Tamazight n’a jamais épargné ses énergies auto- protectrices contre la terreur des conquérants belliqueux perpétrant des génocides ethnocentriques contre la terre, l’Homme et la langue. Elle a fait semblant d’être anéantie une certaine période pour surgir dans sa grandeur et sa vivacité. La résurrection est son destin, elle est comme le phénix qui renaît toujours de ses cendres. Son authenticité réside dans cet habile remaniement de toute culture négationniste; elle n’a de cesse de s’emparer du credo dogmatique pour le transformer en chants célébrant la vie et esthétisant la mort. Le corps se rétablit de ses blessures infligées par les barbares et se dresse dignement dans une allure tolérante jamais vindicative. La terre affaissée par les troupes des envahisseurs rejoint son cycle de fécondité dans un retour éternel compromettant la prétendue histoire linéaire universelle. La femme réussit à convertir les souffrances d’un peuple en un langage poétique des plus révoltés: tapis, tentes, vêtements, contes et mythes d’où transfigurent les signes cryptés d’un langage libérateur éternisant la vérité pendant des millénaires. Et les tatouages ne témoignent-ils pas d’une volonté féminine d’impliquer son corps à assumer sa responsabilité historique de pérenniser son droit à la différence? Tatouage/trace indique doublement l’absence causée par les forces d’anéantissement et la présence garantie par la volonté de puissance et d’affirmation, par cette force vitale qui n’est autre que cet attachement extraordinaire à la différence qui ne laisse aucune place à la pulsion de mort signe de défaite et de victoire des forces centripètes destructrices.

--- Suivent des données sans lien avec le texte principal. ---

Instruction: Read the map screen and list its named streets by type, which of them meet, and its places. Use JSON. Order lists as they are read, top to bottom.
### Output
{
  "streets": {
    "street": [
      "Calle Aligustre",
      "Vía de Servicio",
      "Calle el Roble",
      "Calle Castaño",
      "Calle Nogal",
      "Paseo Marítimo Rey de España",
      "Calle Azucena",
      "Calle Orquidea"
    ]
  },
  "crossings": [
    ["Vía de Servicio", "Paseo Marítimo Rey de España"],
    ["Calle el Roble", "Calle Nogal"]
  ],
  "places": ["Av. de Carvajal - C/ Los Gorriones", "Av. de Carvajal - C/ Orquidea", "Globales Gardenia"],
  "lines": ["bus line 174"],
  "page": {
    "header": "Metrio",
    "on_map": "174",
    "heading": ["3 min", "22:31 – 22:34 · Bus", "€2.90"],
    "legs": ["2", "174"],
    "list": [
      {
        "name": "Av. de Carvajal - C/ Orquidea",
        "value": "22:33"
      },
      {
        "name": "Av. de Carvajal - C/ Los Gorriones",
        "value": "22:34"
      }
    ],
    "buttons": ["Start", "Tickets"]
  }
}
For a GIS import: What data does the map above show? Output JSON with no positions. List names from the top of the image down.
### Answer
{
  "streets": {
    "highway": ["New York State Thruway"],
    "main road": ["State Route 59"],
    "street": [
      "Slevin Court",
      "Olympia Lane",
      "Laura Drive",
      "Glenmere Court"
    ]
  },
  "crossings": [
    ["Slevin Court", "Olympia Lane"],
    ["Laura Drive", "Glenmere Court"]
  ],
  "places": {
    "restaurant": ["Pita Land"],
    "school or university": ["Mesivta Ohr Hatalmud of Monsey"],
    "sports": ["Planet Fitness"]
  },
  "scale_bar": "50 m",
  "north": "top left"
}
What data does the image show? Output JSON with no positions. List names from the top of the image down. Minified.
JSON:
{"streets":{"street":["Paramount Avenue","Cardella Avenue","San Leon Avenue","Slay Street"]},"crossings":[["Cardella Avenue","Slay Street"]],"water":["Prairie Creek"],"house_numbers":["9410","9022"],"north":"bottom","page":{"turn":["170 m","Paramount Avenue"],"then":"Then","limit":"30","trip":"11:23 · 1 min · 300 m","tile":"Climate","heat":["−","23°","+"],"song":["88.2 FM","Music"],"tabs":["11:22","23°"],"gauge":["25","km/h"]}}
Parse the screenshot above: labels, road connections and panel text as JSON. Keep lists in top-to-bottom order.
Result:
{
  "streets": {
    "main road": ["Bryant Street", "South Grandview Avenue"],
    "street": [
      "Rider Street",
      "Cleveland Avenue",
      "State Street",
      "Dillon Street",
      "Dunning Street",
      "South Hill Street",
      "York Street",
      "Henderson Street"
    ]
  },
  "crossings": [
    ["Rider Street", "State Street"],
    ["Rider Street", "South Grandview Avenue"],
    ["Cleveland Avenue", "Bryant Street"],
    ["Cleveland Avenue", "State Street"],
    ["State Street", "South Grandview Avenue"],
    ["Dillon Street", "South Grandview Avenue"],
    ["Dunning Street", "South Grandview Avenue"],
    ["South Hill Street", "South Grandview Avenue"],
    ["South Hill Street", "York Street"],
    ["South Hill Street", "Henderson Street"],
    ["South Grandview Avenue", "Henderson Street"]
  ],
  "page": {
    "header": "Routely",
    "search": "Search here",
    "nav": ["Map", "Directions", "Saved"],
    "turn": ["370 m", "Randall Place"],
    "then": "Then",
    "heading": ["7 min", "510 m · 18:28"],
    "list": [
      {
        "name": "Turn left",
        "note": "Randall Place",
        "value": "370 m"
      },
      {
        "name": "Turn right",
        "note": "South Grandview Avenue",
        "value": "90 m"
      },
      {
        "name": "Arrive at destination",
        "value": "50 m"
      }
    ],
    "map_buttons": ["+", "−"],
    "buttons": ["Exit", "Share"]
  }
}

Contre le déracinement d’une langue originale et l’abâtardissement d’une culture singulière, le mot amazigh en un élan chevaleresque décroche son titre de noblesse et se réconcilie avec la chose. Amourakouch, tiddukla, tittawin, etc., ont finalement droit de cité après une longue durée d’absence forcée. Une mémoire incontournable protégée par ce refuge maternel et rafraîchie par l’art du contage; école ésotérique amazighe par excellence. Une école d’ordre nocturne transmettant le langage du corps: la musique, la chanson et la danse. La grand-mère est au centre de l’agoramazigh. Elle récite ses contes dans une mise en scène poétique qui fait les enfants rêver et permet à leurs corps de se libérer. Ecole instruisant l’amour, la tolérance et l’héroïsme. Par opposition à l’école d’ordre diurne à vocation orientale qui dresse les corps, apprivoise les sens et paralyse l’imaginaire. Une école répressive qui imprime sur les corps des alphabets arabes; signes d’obéissance à un ‘Dieu’ arabisant disposant en même temps d’un paradis réservé pour les beaux parleurs arabes et d’une géhenne consacrée aux esprits sataniques, transgressant par leurs manière de parler et d’écrire la chasteté d’une ‘langue divine’ et perturbant par leur implication dans une vie à langage charnel la suprématie d’une âme qui tend par une acrobatie dialectique de se libérer du sensible illusoire et replonger dans l’eschatologique, indice de grâce divine. Une école castratrice qui sous-estime les valeurs amazighes, prives les petits enfants de leur droit de communiquer de bon gré et demande aux autres (étrangers) d’intégrer l’ordre du père arabisant symbole de virilité et d’érection et seul donateur de l’identité.